Research

This page provides an overview of my research conducted during my PhD and my time at the OECD. Some of these papers also build on work from my master’s thesis, which focused on Bayesian Neural Networks.

Working Papers

Transmission Channel Analysis in Dynamic Models

2025 (first edition 2024)

We propose a framework for analysing transmission channels in a large class of dynamic models. We formulate our approach both using graph theory and potential outcomes, which we show to be equivalent. Our method, labelled Transmission Channel Analysis (TCA), allows for the decomposition of total effects captured by impulse response functions into the effects flowing through transmission channels, thereby providing a quantitative assessment of the strength of various well-defined channels. We establish that this requires no additional identification assumptions beyond the identification of the structural shock whose effects the researcher wants to decompose. Additionally, we prove that impulse response functions are sufficient statistics for the computation of transmission effects. We demonstrate the empirical relevance of TCA for policy evaluation by decomposing the effects of policy shocks arising from a variety of popular macroeconomic models.

Publications

Quantifying Uncertainty of Portfolios using Bayesian Neural Networks

International Joint Conference on Neural Networks (IJCNN)
2024

Quantifying the uncertainty of a financial portfolio is important for investors and regulatory agencies. Reporting such uncertainty accurately is challenging due to time-dependent market dynamics, non-linearities in the return and risk properties of a portfolio, and due to the unobserved nature of the market risk. We propose Bayesian Neural Network (BNN) models, namely Recurrent Neural Network (RNN) and Long Short Term Memory (LSTM) models, to estimate the time-varying return distribution of an asset portfolio. The proposed models estimate the density of returns and incorporate parameter uncertainty through Bayesian inference. The uncertainty and any financial risk metric of interest can directly be obtained from the estimated density. Furthermore, through the BNN input-output design, proposed BNNs incorporate potential non-linear effects of each asset in the portfolio on the obtained density estimates. The proposed method is applicable to assess the uncertainty of any portfolio where the portfolio weight optimization is separated from risk assessment. We analyze the risk of a daily, equally weighted portfolio of 29 ETFs and a risk-free asset for a long time span with differing market environments between 09/06/2005 and 10/09/2020. We study the effects of different inference methods on the obtained results. The proposed models improve portfolio risk estimates compared to the benchmark. The performances of the proposed models depend on BNN design and the inference method. RNN models lead to relatively more stable results compared to LSTMs.
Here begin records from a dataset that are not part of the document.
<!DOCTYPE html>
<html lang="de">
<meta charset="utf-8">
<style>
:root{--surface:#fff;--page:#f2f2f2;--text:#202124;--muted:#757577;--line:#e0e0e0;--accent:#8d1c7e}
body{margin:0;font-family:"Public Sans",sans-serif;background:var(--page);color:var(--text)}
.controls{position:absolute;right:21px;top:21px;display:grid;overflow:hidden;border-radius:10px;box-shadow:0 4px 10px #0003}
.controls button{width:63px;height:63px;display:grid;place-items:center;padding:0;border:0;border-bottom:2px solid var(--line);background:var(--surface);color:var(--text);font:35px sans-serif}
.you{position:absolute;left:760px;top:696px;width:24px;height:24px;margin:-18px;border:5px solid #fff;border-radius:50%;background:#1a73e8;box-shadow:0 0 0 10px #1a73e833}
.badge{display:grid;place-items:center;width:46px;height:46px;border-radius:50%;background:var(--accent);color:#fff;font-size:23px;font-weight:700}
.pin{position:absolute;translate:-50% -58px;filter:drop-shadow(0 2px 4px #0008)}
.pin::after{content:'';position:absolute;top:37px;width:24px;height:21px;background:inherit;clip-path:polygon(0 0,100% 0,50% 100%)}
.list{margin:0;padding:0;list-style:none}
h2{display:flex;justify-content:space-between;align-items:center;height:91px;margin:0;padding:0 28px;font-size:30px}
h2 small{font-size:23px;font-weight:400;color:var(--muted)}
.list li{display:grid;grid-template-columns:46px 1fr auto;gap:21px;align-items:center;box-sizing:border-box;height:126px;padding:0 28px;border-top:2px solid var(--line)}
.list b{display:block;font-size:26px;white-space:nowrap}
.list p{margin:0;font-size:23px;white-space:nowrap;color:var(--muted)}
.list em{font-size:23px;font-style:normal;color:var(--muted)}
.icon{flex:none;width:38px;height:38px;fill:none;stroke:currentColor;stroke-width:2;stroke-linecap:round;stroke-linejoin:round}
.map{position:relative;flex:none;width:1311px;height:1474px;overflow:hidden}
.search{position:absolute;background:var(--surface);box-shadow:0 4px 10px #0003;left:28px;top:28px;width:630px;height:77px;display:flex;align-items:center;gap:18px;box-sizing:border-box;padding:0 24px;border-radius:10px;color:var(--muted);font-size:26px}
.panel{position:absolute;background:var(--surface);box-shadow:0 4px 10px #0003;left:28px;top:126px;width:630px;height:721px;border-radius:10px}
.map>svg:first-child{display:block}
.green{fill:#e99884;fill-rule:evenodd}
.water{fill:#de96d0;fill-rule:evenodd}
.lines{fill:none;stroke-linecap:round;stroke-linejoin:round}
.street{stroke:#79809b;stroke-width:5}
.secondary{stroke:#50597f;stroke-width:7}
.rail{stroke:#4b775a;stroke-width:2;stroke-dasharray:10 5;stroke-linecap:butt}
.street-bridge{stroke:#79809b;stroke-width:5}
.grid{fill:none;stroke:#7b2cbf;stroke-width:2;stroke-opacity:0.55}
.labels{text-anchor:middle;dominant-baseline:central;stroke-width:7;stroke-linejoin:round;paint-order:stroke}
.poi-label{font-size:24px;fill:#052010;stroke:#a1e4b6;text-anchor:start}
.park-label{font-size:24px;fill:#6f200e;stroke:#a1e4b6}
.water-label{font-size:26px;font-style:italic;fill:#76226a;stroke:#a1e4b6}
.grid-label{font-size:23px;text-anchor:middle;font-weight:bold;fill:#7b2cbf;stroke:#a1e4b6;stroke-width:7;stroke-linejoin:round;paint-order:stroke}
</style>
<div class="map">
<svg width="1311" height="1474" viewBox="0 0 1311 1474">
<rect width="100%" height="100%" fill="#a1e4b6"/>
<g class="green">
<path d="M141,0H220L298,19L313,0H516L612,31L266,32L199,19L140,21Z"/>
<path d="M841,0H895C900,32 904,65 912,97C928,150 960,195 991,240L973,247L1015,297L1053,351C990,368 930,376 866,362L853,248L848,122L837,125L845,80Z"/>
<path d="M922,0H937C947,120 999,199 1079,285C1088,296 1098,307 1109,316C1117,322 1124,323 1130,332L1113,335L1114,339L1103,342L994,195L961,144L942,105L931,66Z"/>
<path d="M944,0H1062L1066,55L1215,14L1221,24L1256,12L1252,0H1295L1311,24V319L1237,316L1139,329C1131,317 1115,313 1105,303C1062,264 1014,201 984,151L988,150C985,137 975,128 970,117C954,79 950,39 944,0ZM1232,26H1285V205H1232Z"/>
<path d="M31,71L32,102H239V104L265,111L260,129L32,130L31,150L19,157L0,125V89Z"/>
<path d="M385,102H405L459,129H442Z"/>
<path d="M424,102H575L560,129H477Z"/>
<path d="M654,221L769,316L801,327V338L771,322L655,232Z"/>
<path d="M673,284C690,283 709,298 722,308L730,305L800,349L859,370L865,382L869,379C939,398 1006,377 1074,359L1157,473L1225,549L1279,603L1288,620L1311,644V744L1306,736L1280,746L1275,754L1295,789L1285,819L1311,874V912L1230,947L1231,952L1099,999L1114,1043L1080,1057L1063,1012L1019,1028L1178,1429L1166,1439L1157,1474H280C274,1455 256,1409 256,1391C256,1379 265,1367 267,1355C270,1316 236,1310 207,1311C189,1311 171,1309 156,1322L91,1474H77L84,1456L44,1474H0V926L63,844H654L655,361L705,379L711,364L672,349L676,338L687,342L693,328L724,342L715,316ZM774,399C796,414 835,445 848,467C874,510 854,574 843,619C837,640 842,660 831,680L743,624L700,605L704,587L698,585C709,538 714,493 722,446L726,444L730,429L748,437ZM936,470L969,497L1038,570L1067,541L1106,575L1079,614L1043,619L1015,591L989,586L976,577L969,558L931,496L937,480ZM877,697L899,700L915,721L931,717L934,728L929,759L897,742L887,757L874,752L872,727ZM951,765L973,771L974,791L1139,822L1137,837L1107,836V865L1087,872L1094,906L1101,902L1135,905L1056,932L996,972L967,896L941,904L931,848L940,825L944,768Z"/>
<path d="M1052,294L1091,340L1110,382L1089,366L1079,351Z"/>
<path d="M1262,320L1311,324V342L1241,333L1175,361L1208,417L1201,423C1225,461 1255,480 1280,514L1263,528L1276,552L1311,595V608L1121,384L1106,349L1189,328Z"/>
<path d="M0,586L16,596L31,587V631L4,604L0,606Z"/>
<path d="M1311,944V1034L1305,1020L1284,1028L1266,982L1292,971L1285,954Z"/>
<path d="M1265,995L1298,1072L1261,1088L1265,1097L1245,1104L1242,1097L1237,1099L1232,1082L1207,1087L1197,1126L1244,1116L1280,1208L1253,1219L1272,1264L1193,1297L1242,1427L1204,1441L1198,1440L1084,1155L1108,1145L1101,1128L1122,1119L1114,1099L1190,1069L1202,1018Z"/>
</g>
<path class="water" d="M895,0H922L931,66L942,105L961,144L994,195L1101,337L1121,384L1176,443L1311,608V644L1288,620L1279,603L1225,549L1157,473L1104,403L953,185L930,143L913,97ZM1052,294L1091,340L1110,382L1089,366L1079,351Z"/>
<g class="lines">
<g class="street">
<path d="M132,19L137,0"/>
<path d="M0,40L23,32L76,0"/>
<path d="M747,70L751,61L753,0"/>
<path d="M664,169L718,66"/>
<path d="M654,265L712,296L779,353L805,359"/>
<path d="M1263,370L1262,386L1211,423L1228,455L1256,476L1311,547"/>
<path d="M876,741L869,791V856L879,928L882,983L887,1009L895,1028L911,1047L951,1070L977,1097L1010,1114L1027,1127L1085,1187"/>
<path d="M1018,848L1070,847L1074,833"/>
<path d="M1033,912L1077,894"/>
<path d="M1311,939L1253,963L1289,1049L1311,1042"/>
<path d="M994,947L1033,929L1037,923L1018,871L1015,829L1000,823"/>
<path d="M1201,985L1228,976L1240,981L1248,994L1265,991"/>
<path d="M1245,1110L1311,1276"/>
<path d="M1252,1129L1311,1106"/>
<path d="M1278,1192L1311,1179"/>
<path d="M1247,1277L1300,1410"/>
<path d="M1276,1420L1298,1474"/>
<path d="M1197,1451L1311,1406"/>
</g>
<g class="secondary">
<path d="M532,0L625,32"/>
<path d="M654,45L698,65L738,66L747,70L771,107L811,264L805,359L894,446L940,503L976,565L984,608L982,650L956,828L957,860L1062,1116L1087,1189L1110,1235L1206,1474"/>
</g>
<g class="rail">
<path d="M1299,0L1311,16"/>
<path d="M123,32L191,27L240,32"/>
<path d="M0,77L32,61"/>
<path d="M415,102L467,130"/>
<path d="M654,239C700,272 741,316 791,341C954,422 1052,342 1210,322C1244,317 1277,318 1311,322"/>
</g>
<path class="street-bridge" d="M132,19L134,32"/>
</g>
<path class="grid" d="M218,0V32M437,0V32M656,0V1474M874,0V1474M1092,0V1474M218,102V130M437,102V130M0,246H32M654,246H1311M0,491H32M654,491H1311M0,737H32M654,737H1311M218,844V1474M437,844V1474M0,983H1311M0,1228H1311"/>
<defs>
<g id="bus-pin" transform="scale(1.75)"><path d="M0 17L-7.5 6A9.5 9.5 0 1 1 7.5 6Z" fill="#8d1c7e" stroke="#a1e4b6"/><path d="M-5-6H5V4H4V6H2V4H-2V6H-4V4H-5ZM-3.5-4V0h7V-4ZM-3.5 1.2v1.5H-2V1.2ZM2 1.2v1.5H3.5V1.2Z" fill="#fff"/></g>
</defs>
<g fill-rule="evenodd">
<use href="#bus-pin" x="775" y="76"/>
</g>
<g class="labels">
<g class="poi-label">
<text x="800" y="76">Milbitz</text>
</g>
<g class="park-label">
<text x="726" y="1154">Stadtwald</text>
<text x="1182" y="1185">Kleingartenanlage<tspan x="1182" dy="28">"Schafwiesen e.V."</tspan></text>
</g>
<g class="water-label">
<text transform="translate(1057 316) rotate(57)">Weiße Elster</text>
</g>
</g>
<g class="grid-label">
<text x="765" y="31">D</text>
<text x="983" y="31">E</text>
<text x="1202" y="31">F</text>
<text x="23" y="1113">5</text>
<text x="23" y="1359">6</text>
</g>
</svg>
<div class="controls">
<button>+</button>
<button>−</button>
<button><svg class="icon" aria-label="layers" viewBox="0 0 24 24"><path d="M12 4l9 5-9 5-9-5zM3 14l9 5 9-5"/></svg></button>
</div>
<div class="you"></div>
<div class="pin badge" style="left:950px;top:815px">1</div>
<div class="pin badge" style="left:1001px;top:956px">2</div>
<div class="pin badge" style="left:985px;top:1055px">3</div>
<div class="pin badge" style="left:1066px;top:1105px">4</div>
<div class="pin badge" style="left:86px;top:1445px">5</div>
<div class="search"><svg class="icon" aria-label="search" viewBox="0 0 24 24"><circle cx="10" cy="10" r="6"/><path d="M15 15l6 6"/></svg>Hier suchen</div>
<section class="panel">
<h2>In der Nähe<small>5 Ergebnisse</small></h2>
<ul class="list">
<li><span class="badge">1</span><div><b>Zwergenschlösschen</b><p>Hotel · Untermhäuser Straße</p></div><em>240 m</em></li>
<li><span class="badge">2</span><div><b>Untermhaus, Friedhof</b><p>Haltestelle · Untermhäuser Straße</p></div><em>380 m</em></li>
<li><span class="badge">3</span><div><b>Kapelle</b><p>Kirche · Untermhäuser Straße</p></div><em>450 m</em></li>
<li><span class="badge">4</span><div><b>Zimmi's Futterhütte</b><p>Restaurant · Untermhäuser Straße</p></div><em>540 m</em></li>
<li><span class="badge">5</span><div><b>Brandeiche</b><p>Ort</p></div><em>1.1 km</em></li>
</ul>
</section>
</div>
Furthermore, the results of models with a relatively higher number of parameters depend heavily on the estimation method.

OECD Working Papers

Using Unit Value Indices as Proxies for International Merchandise Trade Prices

2022

In light of the need for detailed and timely internationally comparable trade price indices, this paper describes a multi-tiered methodology to mitigate many of the empirical challenges associated with using customs data, to provide more robust estimates of unit value indices (UVIs) by country and product. UVIs are available for both exports and imports, by reporting country and the CPA 2-digit level of classification. Although the approach cannot capture changes in the quality of products nor compositional changes happening at a lower than HS 6-digit classification, the results indicate that at higher levels of aggregation (SITC 1-digit level), estimated UVIs closely follow price changes obtained from other sources. This is observed both for products with significant and rapid quality changes, such as hi-tech products, and for products with a low rate of quality changes, such as commodities, other primary and low-tech goods. Furthermore, products where little quality change occurs over time show similarity between UVIs and price changes from other sources at lower levels of disaggregation. The methodology is used to produce the Merchandise Trade Price Index and the data is made publically available on .Stat under the International Trade and Balance of Payments heading.